Carefully, Nat pulled the strands of wool that were their bangs over their now valuable eyes and patted them both. He dropped the glass stones into the red box and replaced it on the desk.
I'll take my shower and then close up shop here, he thought with a smile. He shuffled down the long hallway and through his bedroom. In the opulent marble master bathroom, Nat turned on the jets in the shower full force.
"That'll feel good on these old bones," he muttered as he walked past the oversize Jacuzzi and back into his bedroom, closing the bathroom door behind him. "Warm it up a little in there first," he said.
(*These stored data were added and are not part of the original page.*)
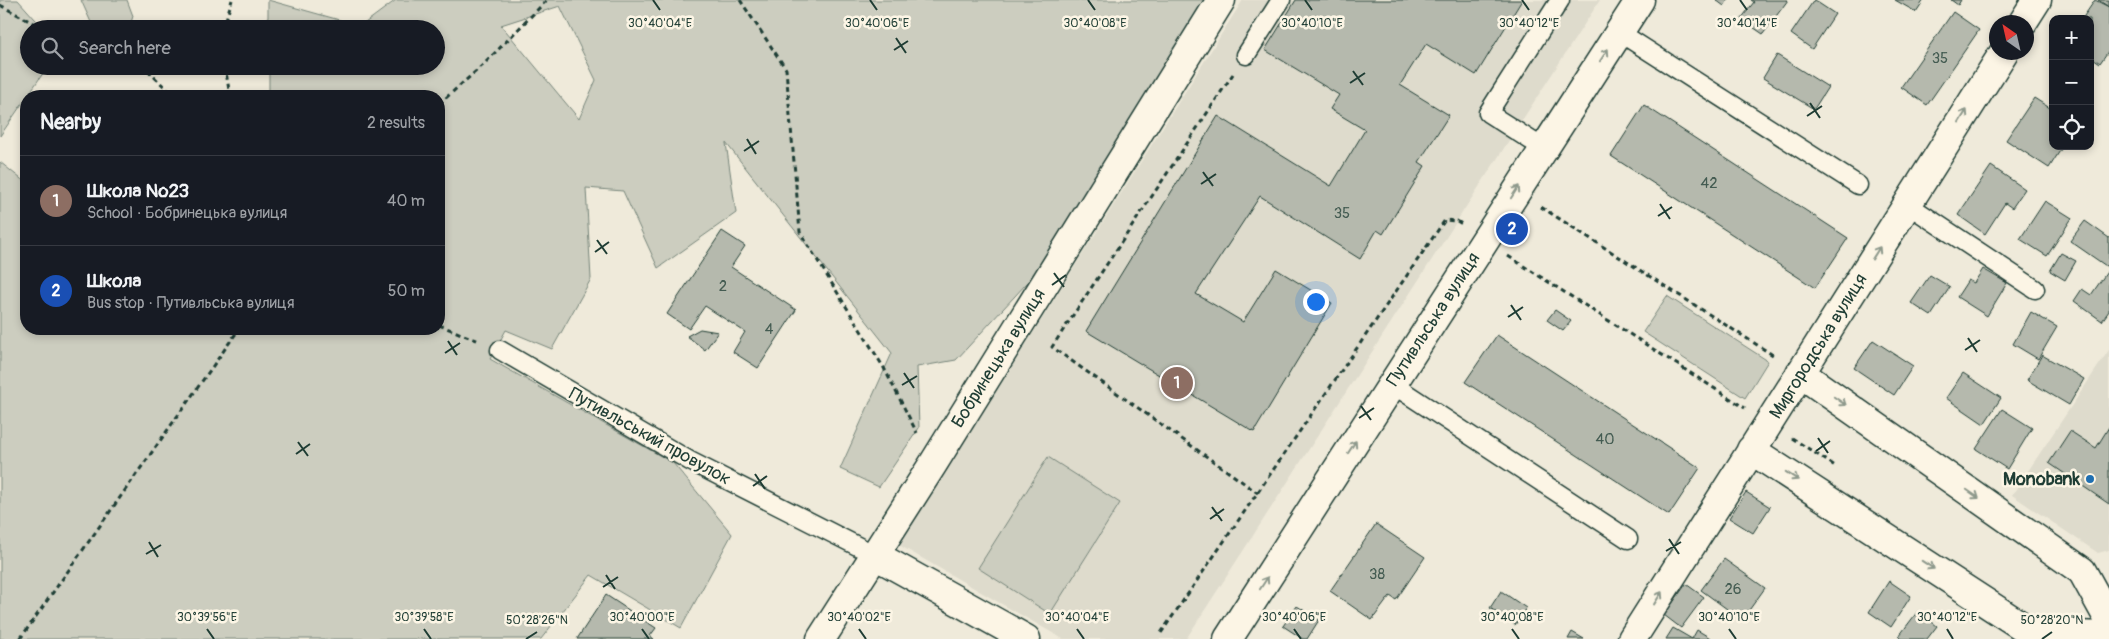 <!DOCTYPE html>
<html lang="en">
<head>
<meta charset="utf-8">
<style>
  :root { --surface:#171b24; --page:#20242c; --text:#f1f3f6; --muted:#9ea1a6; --line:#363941; --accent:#1f6fb2 }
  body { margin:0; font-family:Pangolin,sans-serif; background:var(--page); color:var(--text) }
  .controls { position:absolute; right:15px; top:15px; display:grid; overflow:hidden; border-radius:10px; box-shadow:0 2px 8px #0003 }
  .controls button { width:45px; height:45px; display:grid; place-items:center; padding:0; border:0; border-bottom:1px solid var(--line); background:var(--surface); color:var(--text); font:25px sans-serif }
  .compass { position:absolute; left:1989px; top:15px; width:45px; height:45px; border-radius:50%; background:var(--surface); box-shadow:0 2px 8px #0003; rotate:326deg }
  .you { position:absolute; left:1315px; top:301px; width:18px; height:18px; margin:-12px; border:4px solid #fff; border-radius:50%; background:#1a73e8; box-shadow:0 0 0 8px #1a73e833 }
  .badge { display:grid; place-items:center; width:32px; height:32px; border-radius:50%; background:var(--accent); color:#fff; font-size:16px; font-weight:700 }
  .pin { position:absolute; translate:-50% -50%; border:2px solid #fff; box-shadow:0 1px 5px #0006 }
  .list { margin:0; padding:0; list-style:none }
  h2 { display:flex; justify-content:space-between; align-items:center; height:65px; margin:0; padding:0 20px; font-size:21px }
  h2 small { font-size:16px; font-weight:400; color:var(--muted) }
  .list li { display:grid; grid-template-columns:32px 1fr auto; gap:15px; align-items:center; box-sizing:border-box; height:90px; padding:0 20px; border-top:1px solid var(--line) }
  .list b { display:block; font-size:19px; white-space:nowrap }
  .list p { margin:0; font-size:16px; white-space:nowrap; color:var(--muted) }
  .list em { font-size:16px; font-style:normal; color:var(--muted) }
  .icon { flex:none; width:28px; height:28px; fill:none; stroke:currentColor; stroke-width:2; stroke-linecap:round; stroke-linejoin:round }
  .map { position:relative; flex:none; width:2109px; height:639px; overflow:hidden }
  .search { position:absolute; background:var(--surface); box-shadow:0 2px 8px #0003; left:20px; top:20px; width:425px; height:55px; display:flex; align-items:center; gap:12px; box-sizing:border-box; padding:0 18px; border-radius:28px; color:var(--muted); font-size:19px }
  .panel { position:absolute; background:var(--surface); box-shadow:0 2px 8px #0003; left:20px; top:90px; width:425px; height:245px; border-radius:20px }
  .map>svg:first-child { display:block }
  .built { fill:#dedbcc }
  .green { fill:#cccdbf; stroke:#76857a; fill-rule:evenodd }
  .building { fill:#b5b9ad; stroke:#1f3d34 }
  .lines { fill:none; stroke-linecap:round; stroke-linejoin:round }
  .lane-casing { stroke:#1f3d34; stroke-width:21 }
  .street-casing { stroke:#1f3d34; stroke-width:31 }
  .path { stroke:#1f3d34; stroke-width:3; stroke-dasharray:5 4; stroke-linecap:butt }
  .lane { stroke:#fcf5e5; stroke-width:18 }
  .street { stroke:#fcf5e5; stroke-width:28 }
  .oneway { stroke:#8e998c }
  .ticks { fill:none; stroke:#1f3d34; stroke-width:2 }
  .poi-dot { fill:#1f6fb2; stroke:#fcf5e5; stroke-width:2 }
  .labels { text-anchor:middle; stroke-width:5; stroke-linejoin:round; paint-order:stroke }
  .number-label { font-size:15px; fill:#445c52 }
  .street-label { font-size:18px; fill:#1f3d34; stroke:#fcf5e5 }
  .poi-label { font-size:18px; font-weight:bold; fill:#1f3d34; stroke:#fcf5e5; text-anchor:end }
  .ticks-label { font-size:12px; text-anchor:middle; fill:#1f3d34; stroke:#fcf5e5; stroke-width:5; stroke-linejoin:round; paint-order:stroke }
</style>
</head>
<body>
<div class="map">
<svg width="2109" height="639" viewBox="0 0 2109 639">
  <rect width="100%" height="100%" fill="#efeada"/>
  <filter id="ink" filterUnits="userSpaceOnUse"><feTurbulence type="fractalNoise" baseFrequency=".02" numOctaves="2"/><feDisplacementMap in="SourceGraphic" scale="10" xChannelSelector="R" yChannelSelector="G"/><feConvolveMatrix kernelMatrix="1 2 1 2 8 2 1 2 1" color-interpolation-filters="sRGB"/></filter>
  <g filter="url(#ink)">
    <path class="built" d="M1243 0H1600L1186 639H1063L899 545Z
      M2109 350V550L2098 553 2012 495Z"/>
    <path class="green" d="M0 0H18L44 29H29V66H48L0 136Z
      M81 0H127L133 16 129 29H94Z
      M268 0 361 26 396 0H1209L1038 271 956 360 917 367 919 428 879 487 840 469 892 353 726 143 736 213 658 268 623 191 586 188 591 279 552 349 506 330 490 359 673 463 732 534 681 628 591 575 541 639H0V162L26 183V329H439V96H269V66H436V29H268ZM560 6 596 80 579 119 501 25Z
      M1667 296 1768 361 1745 398 1643 332Z
      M1048 457 1120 503 1050 614 978 568Z"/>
    <path class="building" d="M1296 0H1522L1476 75 1426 44 1400 85 1449 115 1419 162 1425 166 1383 234 1377 230 1360 259 1260 196 1196 294 1243 322 1276 269 1332 303 1254 432 1086 331 1218 116 1331 186 1365 130 1330 109 1339 95 1265 50Z
      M1716 0H1728L1724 6Z
      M1751 0H1788L1763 34 1741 19 1754 2Z
      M1814 0 1835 14 1812 49 1791 34Z
      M1895 0H1924L1916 12Z
      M1951 0H1961L1958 5Z
      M2095 0 2109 7V50L2100 63 2090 56V19H2082Z
      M2098 0H2109V7Z
      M1953 12 1979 30 1927 105 1901 87Z
      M1777 55 1828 87 1814 109 1763 78Z
      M2034 98 2053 110V146H2063L2049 168 2006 140Z
      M1644 105 1848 238 1815 288 1611 156Z
      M1991 166 2025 189 2012 208 2005 203 1985 234 1958 215Z
      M2045 201 2072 218 2047 256 2020 239Z
      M2085 221 2109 238V268L2070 241Z
      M722 231 745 246 731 267 796 310 758 368 733 352 745 332 705 306 689 329 667 314Z
      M2061 253 2076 261 2065 280 2050 271Z
      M1983 269 2007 283 1987 316 1957 297 1968 280 1974 283Z
      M2109 269V311L2102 321 2074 301 2082 289 2091 295Z
      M1930 275 1950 287 1931 316 1911 303Z
      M1555 310 1571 321 1563 331 1547 320Z
      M2031 312 2057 327 2038 359 2013 344Z
      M700 329 718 332 705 350 687 336Z
      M1497 335 1700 468 1669 515 1465 382Z
      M1873 340 1913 366 1894 395 1854 368Z
      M2042 355 2084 379 2069 405 2027 380Z
      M1963 373 2001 398 1984 424 1946 398Z
      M2002 409 2032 428 2007 469 1976 449Z
      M2109 427V504L2049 463 2070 431 2096 448Z
      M1746 492 1770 507 1753 533 1729 518Z
      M1376 524 1425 557 1396 600 1390 596 1372 620 1330 591Z
      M1724 559 1765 588 1742 620 1701 590Z
      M1889 581 1911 596 1891 627 1869 612Z
      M1686 584 1704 597 1681 628 1664 615Z
      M1501 591 1526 608 1515 625 1490 608Z
      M606 595 656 628 650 636 654 639H577Z
      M1297 606 1319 620 1307 639H1303L1283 626Z
      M1918 611 1937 626 1927 639H1902L1899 636Z
      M1673 628 1692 639H1666Z
      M1697 630 1712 639H1692Z
      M1572 632 1584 639H1568Z"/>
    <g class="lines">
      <defs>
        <path id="lane" d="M1619 32 1858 185
          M1246 55 1281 0
          M1543 148 1488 113 1560 0
          M1907 204 2035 289
          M500 350 690 461 875 555
          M1392 384 1628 539"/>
        <path id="street" d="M2023 22 2037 0
          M1800 373 2082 571 2109 620
          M1751 450 2034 634 2109 636
          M875 555 1026 639
          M821 639 933 464 1221 0
          M1228 639 1640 0
          M1632 639 2004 52"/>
      </defs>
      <use href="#lane" class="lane-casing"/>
      <use href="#street" class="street-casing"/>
      <path class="path" d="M740 0 786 69 800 232 884 368 917 433
        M0 5 44 29
        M223 29 232 0
        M140 66 145 68 174 96
        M225 66 230 96
        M1233 74 1052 347 1258 493
        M439 104 484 64 547 0
        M1541 207 1776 357
        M1508 256 1745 408
        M439 325 479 341
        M1792 438 1835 466
        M1161 633 1445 220 1457 221 1462 224
        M20 639 239 329"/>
      <use href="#lane" class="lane"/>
      <use href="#street" class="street"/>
    </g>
    <defs><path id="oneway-shaft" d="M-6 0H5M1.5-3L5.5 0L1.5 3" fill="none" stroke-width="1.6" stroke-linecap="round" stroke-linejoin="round" transform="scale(1.25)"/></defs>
    <g class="oneway">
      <use href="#oneway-shaft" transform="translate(1604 55) rotate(-57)"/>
      <use href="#oneway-shaft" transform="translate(1963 116) rotate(-58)"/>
      <use href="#oneway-shaft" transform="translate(1515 192) rotate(-57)"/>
      <use href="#oneway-shaft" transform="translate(1876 253) rotate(-58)"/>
      <use href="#oneway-shaft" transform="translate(1840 401) rotate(35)"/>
      <use href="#oneway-shaft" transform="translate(1352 447) rotate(-57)"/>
      <use href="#oneway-shaft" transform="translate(1792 476) rotate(33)"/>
      <use href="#oneway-shaft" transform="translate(1973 494) rotate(35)"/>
      <use href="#oneway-shaft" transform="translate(1928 565) rotate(33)"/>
      <use href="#oneway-shaft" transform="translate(1264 583) rotate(-57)"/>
      <use href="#oneway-shaft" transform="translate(1658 598) rotate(-58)"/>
    </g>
  </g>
  <path class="ticks" d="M653 0 660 10M870 0 877 10M1088 0 1095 10M1305 0 1312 10M1522 0 1529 10M1740 0 1747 10M896 38 906 53M894 50 908 41M1353 71 1363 85M1350 83 1365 73M1810 103 1820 118M1807 116 1822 106M747 139 756 154M744 151 759 141M1203 172 1213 186M1201 184 1216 174M1660 204 1670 219M1658 216 1672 207M597 240 607 254M595 252 609 242M1054 273 1064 287M1052 285 1066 275M1511 305 1521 320M1508 317 1523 307M1968 338 1977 352M448 341 457 355M1965 350 1980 340M445 353 460 343M904 373 914 388M902 385 917 376M1361 406 1371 420M1359 418 1374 408M1818 438 1828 453M298 442 308 456M1816 451 1830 441M296 454 310 444M755 474 765 489M753 486 767 476M1212 507 1222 521M1210 519 1224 509M1669 539 1679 554M149 542 158 557M1666 551 1681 542M146 554 161 545M606 575 615 589M603 587 618 577M207 629 214 639M424 629 431 639M642 629 649 639M859 629 866 639M1077 629 1084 639M1294 629 1301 639M1512 629 1519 639M1729 629 1736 639M1947 629 1953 639M526 639 537 632M2042 639 2052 632"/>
  <circle class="poi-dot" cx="2090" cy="479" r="5"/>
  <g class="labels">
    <g class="number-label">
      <text x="1940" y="63">35</text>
      <text x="1709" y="188">42</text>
      <text x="1342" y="218">35</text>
      <text x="723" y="291">2</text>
      <text x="769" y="334">4</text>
      <text x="1605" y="444">40</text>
      <text x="1377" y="579">38</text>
      <text x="1733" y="594">26</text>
    </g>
    <g class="street-label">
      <text transform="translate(1433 319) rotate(-57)" y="6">Путивльська вулиця</text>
      <text transform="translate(1818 346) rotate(-58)" y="6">Миргородська вулиця</text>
      <text transform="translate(998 358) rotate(-58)" y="6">Бобринецька вулиця</text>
      <text transform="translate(650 436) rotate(29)" y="6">Путивльський провулок</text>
    </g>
    <g class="poi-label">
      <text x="2080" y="485">Monobank</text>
    </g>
  </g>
  <g class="ticks-label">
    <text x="660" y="27">30°40'04"E</text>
    <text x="877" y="27">30°40'06"E</text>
    <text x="1095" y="27">30°40'08"E</text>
    <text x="1312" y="27">30°40'10"E</text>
    <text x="1529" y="27">30°40'12"E</text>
    <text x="1747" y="27">30°40'14"E</text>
    <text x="207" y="621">30°39'56"E</text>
    <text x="424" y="621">30°39'58"E</text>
    <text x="642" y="621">30°40'00"E</text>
    <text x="859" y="621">30°40'02"E</text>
    <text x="1077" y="621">30°40'04"E</text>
    <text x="1294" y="621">30°40'06"E</text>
    <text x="1512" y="621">30°40'08"E</text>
    <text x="1729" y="621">30°40'10"E</text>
    <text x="1947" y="621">30°40'12"E</text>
    <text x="537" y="624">50°28'26"N</text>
    <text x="2052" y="624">50°28'20"N</text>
  </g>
</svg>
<div class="controls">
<button>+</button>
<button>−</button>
<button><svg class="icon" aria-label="locate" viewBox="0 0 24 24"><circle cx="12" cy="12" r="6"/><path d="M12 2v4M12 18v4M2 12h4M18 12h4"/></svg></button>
</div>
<svg class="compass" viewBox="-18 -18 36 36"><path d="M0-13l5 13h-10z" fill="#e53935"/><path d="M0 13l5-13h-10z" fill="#9ea1a6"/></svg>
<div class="you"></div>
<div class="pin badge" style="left:1177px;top:383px;background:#8d6e63">1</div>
<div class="pin badge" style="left:1512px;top:229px;background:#1a4fb4">2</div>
<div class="search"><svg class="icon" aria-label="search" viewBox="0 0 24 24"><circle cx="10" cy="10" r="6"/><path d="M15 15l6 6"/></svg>Search here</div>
<section class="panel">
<h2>Nearby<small>2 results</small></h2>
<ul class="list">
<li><span class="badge" style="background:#8d6e63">1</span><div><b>Школа №23</b><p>School · Бобринецька вулиця</p></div><em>40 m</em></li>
<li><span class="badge" style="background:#1a4fb4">2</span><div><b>Школа</b><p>Bus stop · Путивльська вулиця</p></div><em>50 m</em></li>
</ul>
</section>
</div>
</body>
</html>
The ten o'clock news would just be starting. He lay down on his bed, grabbed the remote control, and flicked on the television. What a day, he thought, chuckling happily. Making plans to give away several million bucks can really tire you out. Nat closed his eyes for what he thought would be a moment but quickly dozed off. When he awoke with a start, the clock on the bedside table read 10:38.
Nat pulled his eighty-three-year-old body up and slid down off the old-fashioned four-poster bed that his dear wife had purchased three decades ago at a most serendipitous garage sale. As he pushed open the bathroom door, a wall of steam enveloped him. "Ahhhhhh," he grunted as he took off his bathrobe and hung it on a hook.
But something was wrong. He peered through the steam and stepped toward the Jacuzzi. It was filled with water. "What?" he said aloud as fear clutched his heart. "I didn't turn this on...did I?"
"No, you didn't."
Startled, Nat spun around. He started to speak, but before the words came out, an intruder emerged from the steam and gave Nat a forceful shove that sent him hurtling backward into the Jacuzzi. Nat's head banged against the side of the tub before it slid below the surface of the water.
"Perfect." The intruder watched as Nat's body settled into a nearly motionless state, swaying ever so gently with the movement of the slowly calming water. "It's a shame how many people lose their lives when they slip in the tub. A crying shame."
A moment later, the shower jets were turned off and the inside of the stall had been wiped dry.